[Data listing]
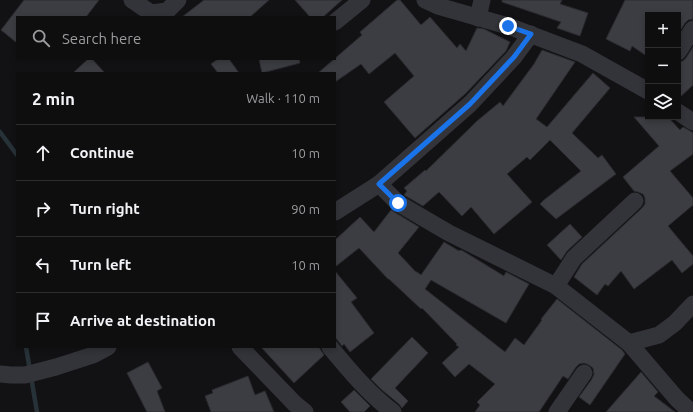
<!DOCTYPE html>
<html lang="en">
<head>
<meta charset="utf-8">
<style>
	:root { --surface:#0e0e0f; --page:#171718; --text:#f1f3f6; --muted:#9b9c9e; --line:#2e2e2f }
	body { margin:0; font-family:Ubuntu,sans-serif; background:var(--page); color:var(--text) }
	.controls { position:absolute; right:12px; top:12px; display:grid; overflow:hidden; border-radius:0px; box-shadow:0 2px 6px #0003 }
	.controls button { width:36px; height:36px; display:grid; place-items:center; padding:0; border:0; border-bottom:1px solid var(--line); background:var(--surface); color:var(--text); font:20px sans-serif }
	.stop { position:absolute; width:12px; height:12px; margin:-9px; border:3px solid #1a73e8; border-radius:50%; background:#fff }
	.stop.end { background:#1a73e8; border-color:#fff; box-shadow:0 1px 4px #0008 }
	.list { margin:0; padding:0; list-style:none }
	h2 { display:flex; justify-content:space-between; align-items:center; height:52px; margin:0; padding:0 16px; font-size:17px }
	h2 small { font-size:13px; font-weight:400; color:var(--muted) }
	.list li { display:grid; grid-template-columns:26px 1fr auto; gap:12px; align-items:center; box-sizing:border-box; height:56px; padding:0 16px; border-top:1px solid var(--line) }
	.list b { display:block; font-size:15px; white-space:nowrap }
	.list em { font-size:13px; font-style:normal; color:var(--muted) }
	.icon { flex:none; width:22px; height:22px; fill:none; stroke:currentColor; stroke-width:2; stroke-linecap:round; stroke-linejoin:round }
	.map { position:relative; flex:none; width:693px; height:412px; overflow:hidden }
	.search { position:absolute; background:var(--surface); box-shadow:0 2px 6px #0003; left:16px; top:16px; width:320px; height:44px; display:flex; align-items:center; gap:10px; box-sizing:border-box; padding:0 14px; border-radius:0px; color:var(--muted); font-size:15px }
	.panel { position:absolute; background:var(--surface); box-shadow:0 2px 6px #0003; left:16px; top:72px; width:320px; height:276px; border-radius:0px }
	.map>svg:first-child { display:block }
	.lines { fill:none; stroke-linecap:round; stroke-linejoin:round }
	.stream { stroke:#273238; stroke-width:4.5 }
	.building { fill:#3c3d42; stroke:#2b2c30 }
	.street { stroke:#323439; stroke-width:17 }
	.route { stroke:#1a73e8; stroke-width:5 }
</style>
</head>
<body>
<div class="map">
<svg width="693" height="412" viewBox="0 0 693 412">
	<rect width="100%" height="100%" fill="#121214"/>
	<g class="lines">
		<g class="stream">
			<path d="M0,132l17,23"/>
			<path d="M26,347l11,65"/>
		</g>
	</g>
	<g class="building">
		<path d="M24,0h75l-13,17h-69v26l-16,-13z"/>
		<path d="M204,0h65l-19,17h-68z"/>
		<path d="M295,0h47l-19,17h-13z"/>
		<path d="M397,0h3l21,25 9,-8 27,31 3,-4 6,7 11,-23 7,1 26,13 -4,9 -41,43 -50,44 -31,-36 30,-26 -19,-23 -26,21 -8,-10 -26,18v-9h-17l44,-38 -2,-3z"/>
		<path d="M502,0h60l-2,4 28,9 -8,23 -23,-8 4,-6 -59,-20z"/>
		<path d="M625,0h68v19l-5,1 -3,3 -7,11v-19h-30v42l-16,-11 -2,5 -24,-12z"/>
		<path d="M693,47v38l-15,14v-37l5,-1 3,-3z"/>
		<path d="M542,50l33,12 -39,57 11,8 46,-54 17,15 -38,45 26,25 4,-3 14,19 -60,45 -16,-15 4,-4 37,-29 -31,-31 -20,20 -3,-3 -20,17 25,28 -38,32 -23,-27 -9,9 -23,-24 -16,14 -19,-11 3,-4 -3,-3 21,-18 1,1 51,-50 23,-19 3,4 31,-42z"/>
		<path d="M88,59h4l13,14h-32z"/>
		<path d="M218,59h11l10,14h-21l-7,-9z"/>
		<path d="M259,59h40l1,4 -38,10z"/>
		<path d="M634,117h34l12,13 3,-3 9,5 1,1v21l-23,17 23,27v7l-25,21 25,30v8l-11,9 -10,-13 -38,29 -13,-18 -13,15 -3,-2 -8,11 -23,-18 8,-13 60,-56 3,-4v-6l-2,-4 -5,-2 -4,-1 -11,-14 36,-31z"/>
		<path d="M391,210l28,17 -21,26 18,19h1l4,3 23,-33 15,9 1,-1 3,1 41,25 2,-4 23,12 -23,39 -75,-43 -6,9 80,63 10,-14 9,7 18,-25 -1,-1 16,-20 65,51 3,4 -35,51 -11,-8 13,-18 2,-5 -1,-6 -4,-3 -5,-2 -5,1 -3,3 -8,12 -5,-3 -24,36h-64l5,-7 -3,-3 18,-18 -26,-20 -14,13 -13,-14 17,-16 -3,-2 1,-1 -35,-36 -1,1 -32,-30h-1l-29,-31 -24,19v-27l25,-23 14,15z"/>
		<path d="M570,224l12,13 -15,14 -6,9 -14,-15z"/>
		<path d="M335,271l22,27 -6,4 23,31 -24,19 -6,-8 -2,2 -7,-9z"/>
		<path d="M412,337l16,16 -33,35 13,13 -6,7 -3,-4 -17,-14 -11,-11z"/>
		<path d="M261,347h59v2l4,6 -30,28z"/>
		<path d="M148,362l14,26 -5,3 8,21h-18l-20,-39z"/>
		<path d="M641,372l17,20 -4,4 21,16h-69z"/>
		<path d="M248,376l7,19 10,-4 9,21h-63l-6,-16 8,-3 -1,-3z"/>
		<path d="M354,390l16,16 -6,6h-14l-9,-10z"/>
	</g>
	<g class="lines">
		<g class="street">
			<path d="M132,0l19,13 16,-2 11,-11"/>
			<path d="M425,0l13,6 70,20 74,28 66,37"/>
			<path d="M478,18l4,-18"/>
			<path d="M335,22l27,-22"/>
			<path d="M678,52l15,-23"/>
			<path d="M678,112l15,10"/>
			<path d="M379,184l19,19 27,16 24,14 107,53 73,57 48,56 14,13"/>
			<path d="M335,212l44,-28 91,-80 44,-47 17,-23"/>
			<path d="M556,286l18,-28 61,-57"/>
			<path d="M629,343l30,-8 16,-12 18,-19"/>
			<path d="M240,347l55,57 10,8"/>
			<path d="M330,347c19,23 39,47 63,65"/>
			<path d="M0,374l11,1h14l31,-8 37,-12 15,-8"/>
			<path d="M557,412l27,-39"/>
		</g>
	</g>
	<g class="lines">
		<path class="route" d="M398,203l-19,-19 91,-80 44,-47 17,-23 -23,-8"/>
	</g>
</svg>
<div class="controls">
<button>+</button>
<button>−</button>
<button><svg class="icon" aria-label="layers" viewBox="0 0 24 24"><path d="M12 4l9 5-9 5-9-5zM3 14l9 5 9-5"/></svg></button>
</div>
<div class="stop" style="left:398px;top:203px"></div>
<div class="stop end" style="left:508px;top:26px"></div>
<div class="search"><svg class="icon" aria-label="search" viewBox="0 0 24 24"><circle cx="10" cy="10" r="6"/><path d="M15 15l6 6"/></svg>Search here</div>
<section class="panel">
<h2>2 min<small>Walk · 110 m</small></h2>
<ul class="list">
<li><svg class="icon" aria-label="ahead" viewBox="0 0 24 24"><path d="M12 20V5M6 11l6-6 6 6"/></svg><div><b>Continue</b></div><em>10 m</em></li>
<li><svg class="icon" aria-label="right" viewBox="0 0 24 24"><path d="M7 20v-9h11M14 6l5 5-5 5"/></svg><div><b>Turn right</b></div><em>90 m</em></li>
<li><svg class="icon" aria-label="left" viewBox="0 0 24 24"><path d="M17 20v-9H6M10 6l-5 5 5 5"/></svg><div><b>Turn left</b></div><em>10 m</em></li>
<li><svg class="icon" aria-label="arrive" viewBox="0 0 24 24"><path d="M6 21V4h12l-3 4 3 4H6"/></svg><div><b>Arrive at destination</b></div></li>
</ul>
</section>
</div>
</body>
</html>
[/Data listing]
▸ **Exercise details**
From the first line of the records down through the line containing "width:36px; height:36px; display:grid;", transcribe exactly those lines and no others, both ends kept, pictures dropped.

▸ **Response to the task**
<!DOCTYPE html>
<html lang="en">
<head>
<meta charset="utf-8">
<style>
	:root { --surface:#0e0e0f; --page:#171718; --text:#f1f3f6; --muted:#9b9c9e; --line:#2e2e2f }
	body { margin:0; font-family:Ubuntu,sans-serif; background:var(--page); color:var(--text) }
	.controls { position:absolute; right:12px; top:12px; display:grid; overflow:hidden; border-radius:0px; box-shadow:0 2px 6px #0003 }
	.controls button { width:36px; height:36px; display:grid; place-items:center; padding:0; border:0; border-bottom:1px solid var(--line); background:var(--surface); color:var(--text); font:20px sans-serif }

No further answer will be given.